__Task to carry out__: Report each line of the entries that contains the word "Order", copied in full.

-- Supplied data follows --

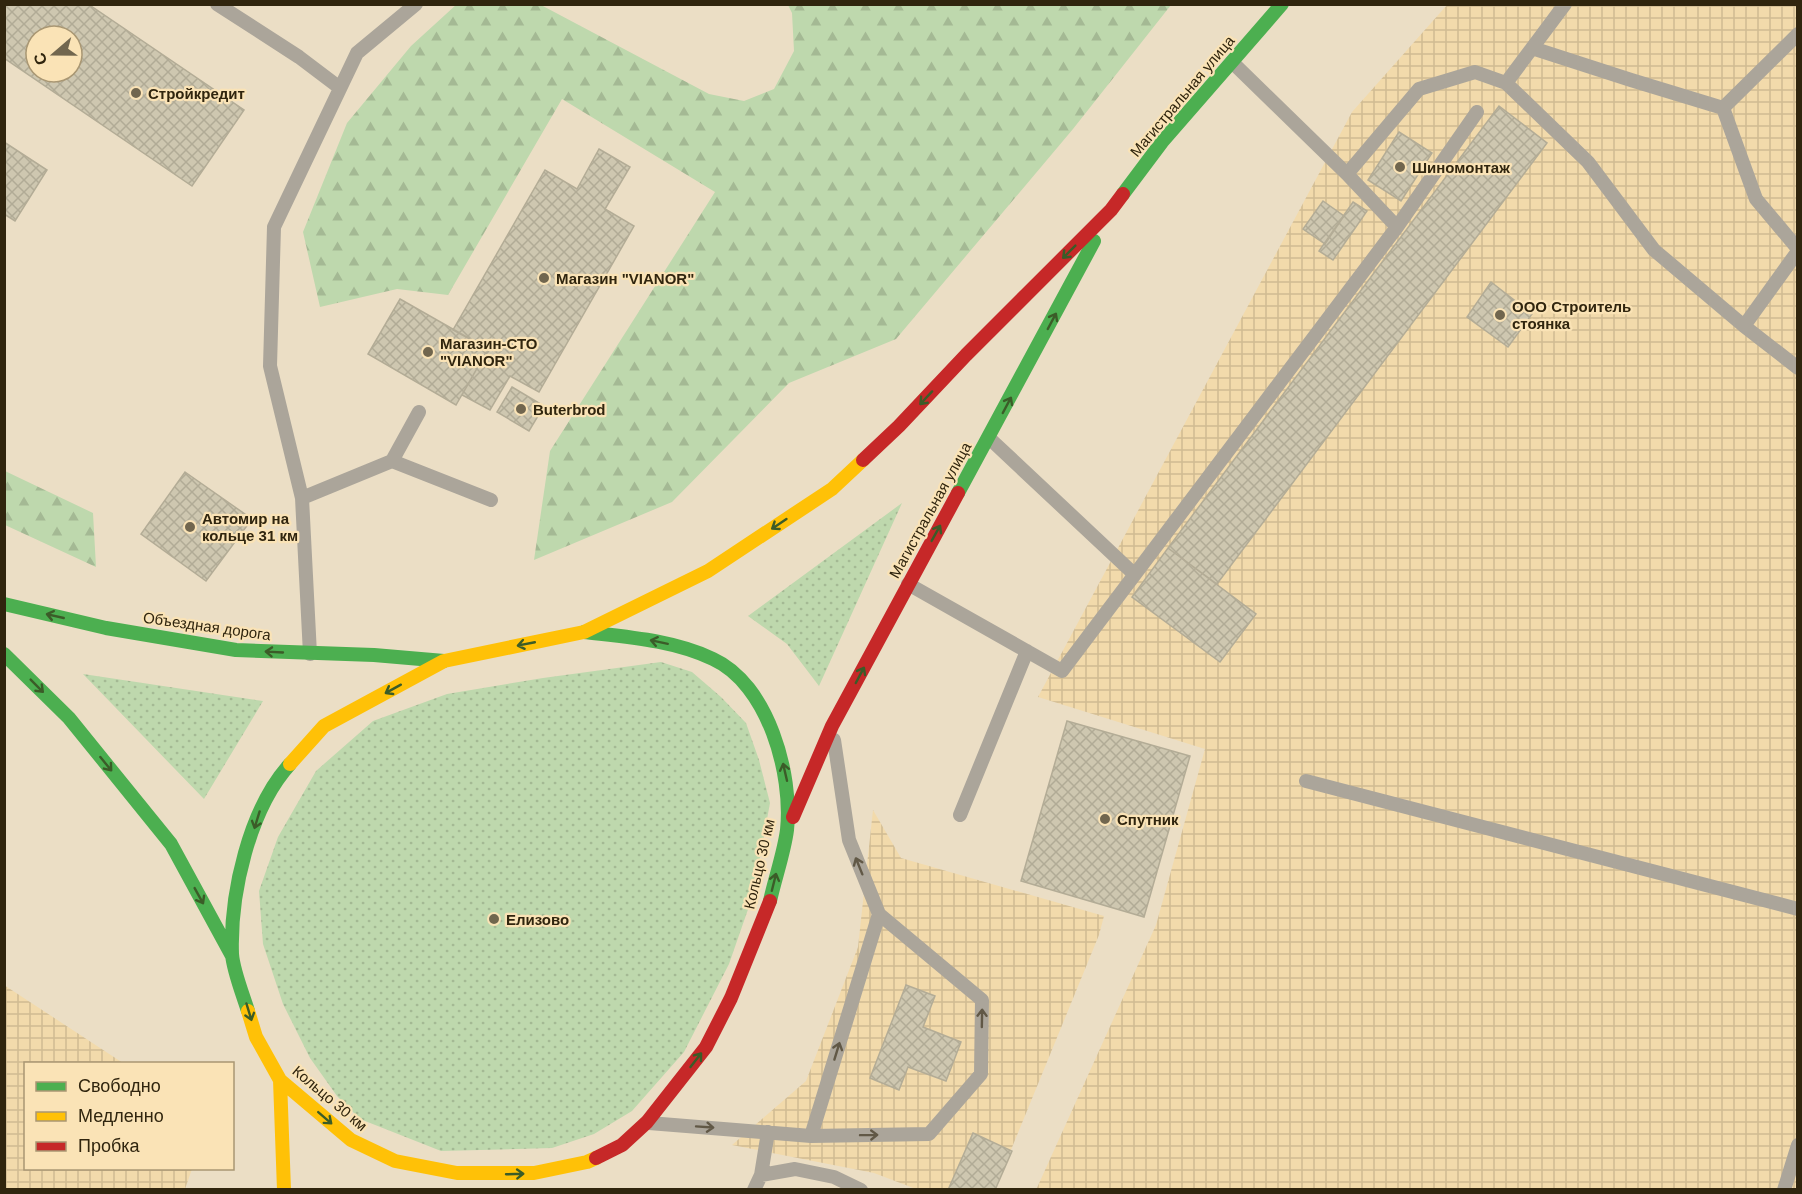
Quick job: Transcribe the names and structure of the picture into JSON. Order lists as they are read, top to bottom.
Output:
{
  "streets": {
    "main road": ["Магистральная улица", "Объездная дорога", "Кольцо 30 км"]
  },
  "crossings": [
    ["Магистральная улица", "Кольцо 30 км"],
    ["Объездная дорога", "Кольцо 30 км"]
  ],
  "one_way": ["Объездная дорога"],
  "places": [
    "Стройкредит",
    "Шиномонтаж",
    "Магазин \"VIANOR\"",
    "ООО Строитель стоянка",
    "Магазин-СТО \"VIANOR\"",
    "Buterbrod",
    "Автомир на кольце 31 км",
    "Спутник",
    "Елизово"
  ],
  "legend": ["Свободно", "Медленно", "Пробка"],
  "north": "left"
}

-- Supplied data concluded --
-- Supplied data follows --

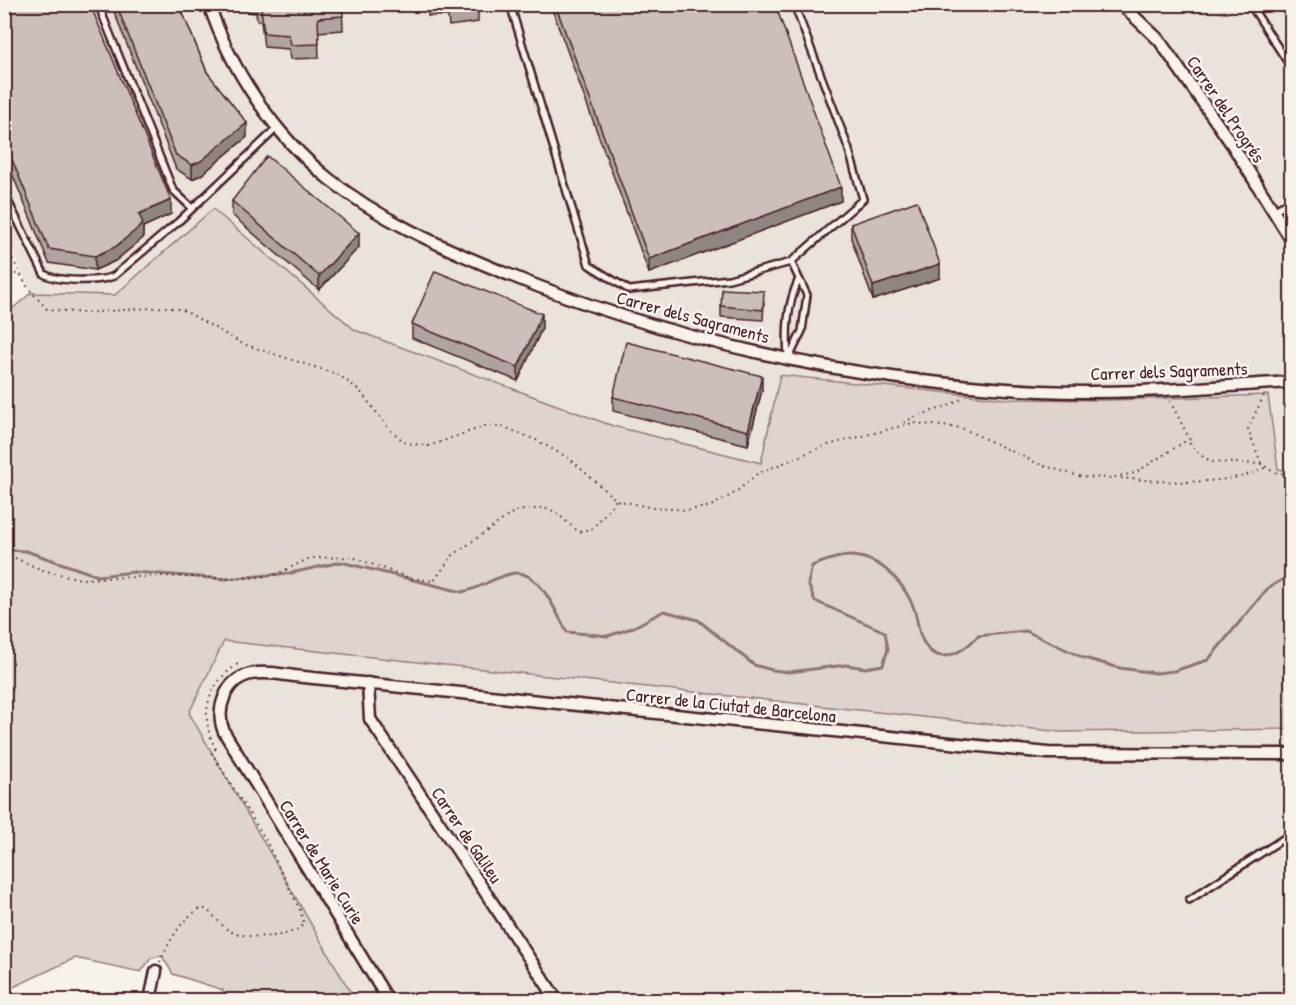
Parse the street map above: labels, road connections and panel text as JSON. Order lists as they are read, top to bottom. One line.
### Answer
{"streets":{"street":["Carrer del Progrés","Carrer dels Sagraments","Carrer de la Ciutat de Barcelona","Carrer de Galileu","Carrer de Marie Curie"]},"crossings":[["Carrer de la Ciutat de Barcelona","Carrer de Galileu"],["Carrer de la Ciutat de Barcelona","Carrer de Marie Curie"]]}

-- Supplied data concluded --

__Solution__:
Quick job: Transcribe the names and structure of the picture into JSON. Order lists as they are read, top to bottom.
Parse the street map above: labels, road connections and panel text as JSON. Order lists as they are read, top to bottom. One line.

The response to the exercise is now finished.